Given a custom IR beacon with four LEDs at known positions (in a non-planar arrangement, e.g., a tetrahedron), it is possible to derive the camera's -- and hence the Wiimote's -- position and orientation relative to the beacon based on the (x, y) positions of the beacon's LEDs on the camera's image plane (see Figure 1). The IR tracking beacon is described in more detail on its own page.

Figure 1: Projection of a custom IR beacon with four LEDs in a non-planar arrangement onto the Wiimote camera's image plane. The (x, y) positions of the four LEDs are dependent on the (known) absolute positions of the beacon LEDs in 3D space, the (known) position of the camera's focus point relatively to its image plane, and the (unknown) position and orientation of the camera in 3D space. This figure places the camera's focus point behind its image plane for clarity; in reality, the focus point is the center of the camera's lens in front of the image plane. This does not affect the projection equations. |

**Pixel size**- The width and height of each pixel on the camera's sensor in physical coordinate units, e.g., millimeters.
**Focal length**- The orthogonal distance of the camera's focus point (center of its lens) from the image plane in physical coordinate units.
**Center of projection**- The position of the orthogonal projection of the camera's focus point onto its image plane in physical coordinate units. This 2D coordinate can be combined with the camera's focal length to express the focus point position as a 3D point.

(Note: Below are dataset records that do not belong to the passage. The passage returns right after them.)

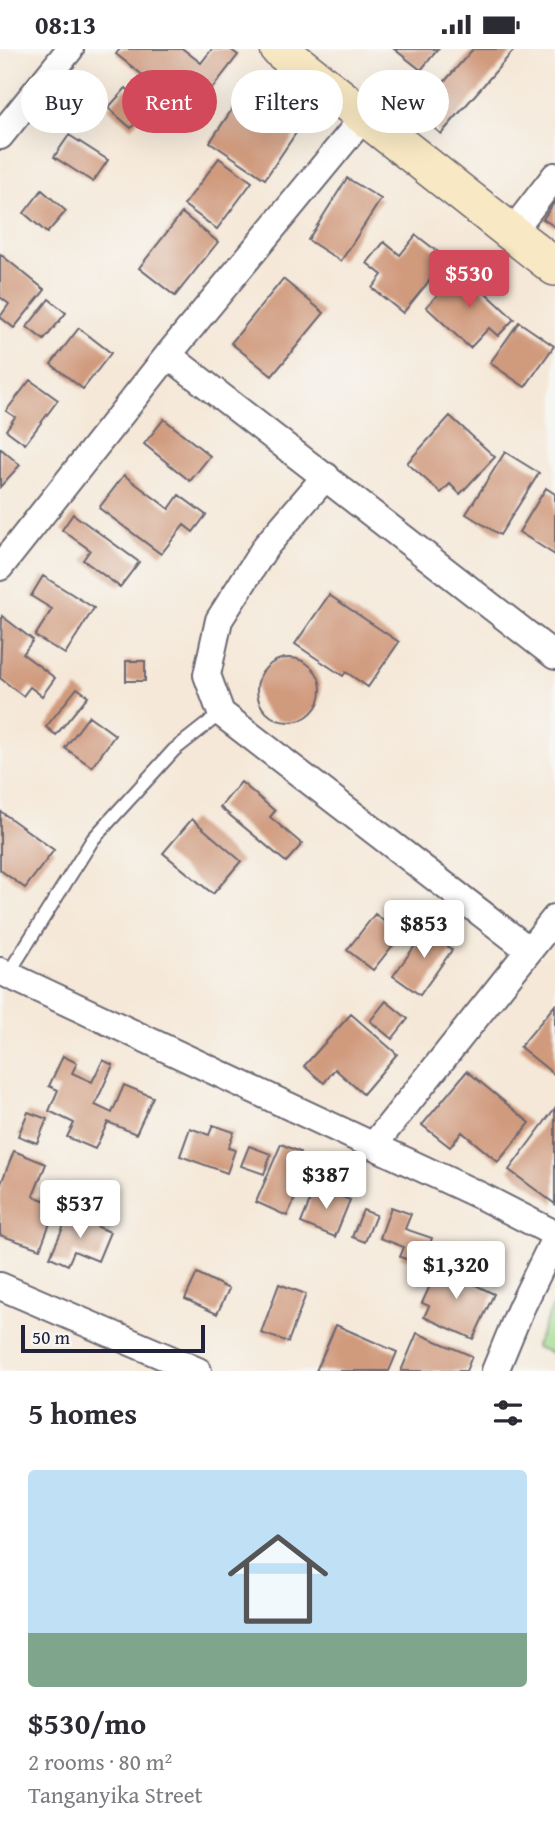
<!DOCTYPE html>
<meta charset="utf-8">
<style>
body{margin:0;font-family:"Gentium Book Plus",serif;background:#f7f7f7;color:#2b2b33;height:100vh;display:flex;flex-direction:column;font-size:26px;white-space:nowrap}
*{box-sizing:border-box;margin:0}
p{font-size:23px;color:#7c7c81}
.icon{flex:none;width:38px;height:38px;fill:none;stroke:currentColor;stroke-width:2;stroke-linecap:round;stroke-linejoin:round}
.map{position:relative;height:1322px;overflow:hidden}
.sheet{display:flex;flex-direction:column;background:#fff;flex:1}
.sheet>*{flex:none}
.hud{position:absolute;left:21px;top:21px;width:514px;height:63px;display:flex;gap:14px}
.scale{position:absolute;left:21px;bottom:18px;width:184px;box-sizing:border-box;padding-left:7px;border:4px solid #22223b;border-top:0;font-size:19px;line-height:24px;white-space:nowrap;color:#22223b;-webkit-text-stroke:5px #f6f6f2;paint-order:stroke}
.price{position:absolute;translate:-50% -60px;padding:0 16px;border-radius:7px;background:#fff;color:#222;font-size:23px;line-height:46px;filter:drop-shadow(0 2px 4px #0008)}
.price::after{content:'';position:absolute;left:50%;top:42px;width:21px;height:16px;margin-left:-10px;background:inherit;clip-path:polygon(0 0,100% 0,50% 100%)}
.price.current{background:#d1495b;color:#fff}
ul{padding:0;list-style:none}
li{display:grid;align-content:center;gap:14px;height:371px;padding:0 28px}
li span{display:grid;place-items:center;height:217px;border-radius:7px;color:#555}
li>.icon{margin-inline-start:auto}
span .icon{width:126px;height:126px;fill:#fffc;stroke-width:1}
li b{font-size:30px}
h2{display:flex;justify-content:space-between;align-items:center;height:84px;padding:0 28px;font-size:30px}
.pill{padding:0 24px;border-radius:32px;background:#fff;box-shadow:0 7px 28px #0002;font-size:24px;line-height:63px}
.pill.current{background:#d1495b;color:#fff}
.status{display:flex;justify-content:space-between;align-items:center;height:49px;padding:0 35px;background:#fff;direction:ltr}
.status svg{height:19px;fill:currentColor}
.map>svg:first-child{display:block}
.green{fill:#a0da8d;stroke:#617e64;stroke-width:2}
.building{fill:#d09a7d}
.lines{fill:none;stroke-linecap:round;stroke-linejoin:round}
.lane-casing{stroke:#6c6772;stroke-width:16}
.street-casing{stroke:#6c6772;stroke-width:30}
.secondary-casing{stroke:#6c6772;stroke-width:40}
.lane{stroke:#fff;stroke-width:12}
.street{stroke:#fff;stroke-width:26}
.secondary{stroke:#f8e8c3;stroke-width:37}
</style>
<div class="status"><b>08:13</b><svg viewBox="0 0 49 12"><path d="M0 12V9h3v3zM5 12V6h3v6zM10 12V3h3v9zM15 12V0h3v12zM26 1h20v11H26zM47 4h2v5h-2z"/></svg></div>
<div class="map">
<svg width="555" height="1322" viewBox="0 0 555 1322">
<rect width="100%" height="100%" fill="#f6f6f2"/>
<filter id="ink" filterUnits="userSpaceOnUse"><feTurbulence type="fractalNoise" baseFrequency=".0143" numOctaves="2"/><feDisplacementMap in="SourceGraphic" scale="14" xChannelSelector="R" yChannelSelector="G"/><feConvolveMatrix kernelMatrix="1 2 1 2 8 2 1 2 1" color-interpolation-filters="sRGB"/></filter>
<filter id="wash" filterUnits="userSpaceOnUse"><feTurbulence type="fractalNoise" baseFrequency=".00686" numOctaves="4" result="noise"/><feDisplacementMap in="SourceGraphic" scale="28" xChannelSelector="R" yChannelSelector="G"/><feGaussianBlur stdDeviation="1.57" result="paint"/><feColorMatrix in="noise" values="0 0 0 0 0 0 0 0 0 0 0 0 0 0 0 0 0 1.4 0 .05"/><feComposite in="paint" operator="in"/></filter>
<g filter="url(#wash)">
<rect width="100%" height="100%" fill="#f5e8d8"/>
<path class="green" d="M555 1252V1305L535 1298Z"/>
<g id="blocks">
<path class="building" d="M120 0H183L201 14 212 0H230L238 6 207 46 200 40 189 54 168 38 164 43 116 5Z
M394 0H438L421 21Z
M473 0H515L441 85 417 64Z
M126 39 149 59 131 79 108 59Z
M254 47 300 78 265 130 210 93 235 56 243 62Z
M69 86 108 111 93 133 54 108Z
M219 109 252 133 217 180 184 156Z
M347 129 381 150 341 212 308 191Z
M42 141 66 162 47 184 24 164Z
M555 152V178L543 170Z
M182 164 218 193 175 247 139 219Z
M416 186 447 210 403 264 372 239 382 226 367 214 384 193 400 206Z
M0 205 45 241 14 279 0 268 9 255 0 248Z
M461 221 514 270 498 287 489 279 470 299 426 258Z
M283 230 324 264 272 327 231 294Z
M49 250 66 264 44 291 27 278Z
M519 273 554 297 525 338 490 314Z
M79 279 111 304 83 340 51 315Z
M30 331 58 351 25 395 6 381 15 368 6 362Z
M450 367 495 408 460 445 450 435 441 444 407 414Z
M164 370 210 407 190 432 144 395Z
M0 399 20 416 0 438Z
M505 403 539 424 500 486 466 465Z
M124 426 169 460 179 446 206 466 193 483 184 476 161 505 99 459Z
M546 439 555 445V506L519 483Z
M73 465 139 513 120 538 83 511 90 501 62 481Z
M43 527 94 559 65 605 35 587 52 560 31 547Z
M329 546 399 593 368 638 346 623 343 627 295 595Z
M2 567 33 591 23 605 55 629 42 647 30 638 23 647 0 629Z
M257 641a32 32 0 1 1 64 0a32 32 0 1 1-64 0Z
M126 612H145V632H126Z
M77 639 88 647 56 686 46 678Z
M89 667 115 686 92 718 65 699Z
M241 733 275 762 270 768 302 795 286 813 220 758Z
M0 762 54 801 25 839 0 821Z
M192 770 241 812 213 845 163 804Z
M375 865 401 886 373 921 347 901Z
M433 872 447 881 439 891 452 901 420 946 393 927Z
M386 952 408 970 392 990 370 972Z
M555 956V1026L520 998Z
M351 965 397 1005 363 1045 335 1020 324 1034 304 1017Z
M63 1007 77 1014 72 1024 92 1033 103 1011 113 1016 95 1056 112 1064 124 1036 153 1048 136 1085 108 1073 95 1100 67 1088 74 1074 49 1062 58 1041 49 1037Z
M467 1022 530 1074 498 1113 462 1083 450 1098 422 1076Z
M555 1059V1155L509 1121Z
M28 1063 47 1070 37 1094 18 1087Z
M213 1076 234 1083 228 1099 235 1101 227 1124 180 1107 190 1079 209 1086Z
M281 1095 300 1103 292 1121 305 1127 287 1167 256 1153Z
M249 1097 271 1105 264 1125 241 1117Z
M14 1102 46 1115 33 1147 57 1156 40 1200 0 1186V1137Z
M316 1137 350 1151 335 1188 301 1174Z
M391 1158 411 1165 405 1180 432 1189 422 1216 400 1208 404 1198 380 1189Z
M363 1161 376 1166 365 1193 352 1188Z
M69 1165 110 1183 98 1212 74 1202 68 1216 50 1208Z
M442 1210 466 1222 463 1230 494 1245 473 1290 424 1268 429 1257 422 1254Z
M197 1224 229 1240 217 1265 185 1250Z
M279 1235 306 1245 288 1293 261 1284Z
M336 1276 397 1303 389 1322H316Z
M417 1284 472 1307 466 1322H401Z"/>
</g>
</g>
<g filter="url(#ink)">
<use href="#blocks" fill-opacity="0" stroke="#6c6772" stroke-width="2"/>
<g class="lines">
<g class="lane-casing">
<path id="lane" d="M8 925 93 790 174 701 221 664"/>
</g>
<g class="street-casing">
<path id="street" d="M0 87 70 0
M511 184 555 127
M168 306 555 607
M326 427 266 497 219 571 207 626 221 664 529 901
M0 518 168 306 364 68
M0 922 481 1147 555 1185
M373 1097 555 869
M0 1237 198 1322
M495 1322 521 1259 555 1189"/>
</g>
<g class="secondary-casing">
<path id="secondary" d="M279 0 555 218"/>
</g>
<use href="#lane" class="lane"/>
<use href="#street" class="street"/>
<use href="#secondary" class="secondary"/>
</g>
</g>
</svg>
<div class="scale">50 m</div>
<b class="price current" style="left:469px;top:261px">$530</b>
<b class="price" style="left:424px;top:911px">$853</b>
<b class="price" style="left:326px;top:1162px">$387</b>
<b class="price" style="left:80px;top:1191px">$537</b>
<b class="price" style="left:456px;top:1252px">$1,320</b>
<div class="hud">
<a class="pill">Buy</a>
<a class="pill current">Rent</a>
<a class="pill">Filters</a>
<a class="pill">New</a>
</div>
</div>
<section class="sheet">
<h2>5 homes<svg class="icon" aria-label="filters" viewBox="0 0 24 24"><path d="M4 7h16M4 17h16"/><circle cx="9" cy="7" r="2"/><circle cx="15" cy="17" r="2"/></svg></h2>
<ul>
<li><span style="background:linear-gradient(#bfe0f5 75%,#7fa58c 0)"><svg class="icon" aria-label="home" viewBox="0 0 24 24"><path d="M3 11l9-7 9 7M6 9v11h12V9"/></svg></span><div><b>$530/mo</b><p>2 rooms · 80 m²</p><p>Tanganyika Street</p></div></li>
</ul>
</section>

The intrinsic camera parameters have to be measured carefully, because they have a large influence on the projection equations used for 6-DOF tracking. This is normally achieved by recording the measured (x, y) positions of an IR beacon from multiple known positions and orientations, and finding the set of parameters that best describe the measurements. This process usually has to be performed only once, since the intrinsic camera parameters do not change when the camera is moved.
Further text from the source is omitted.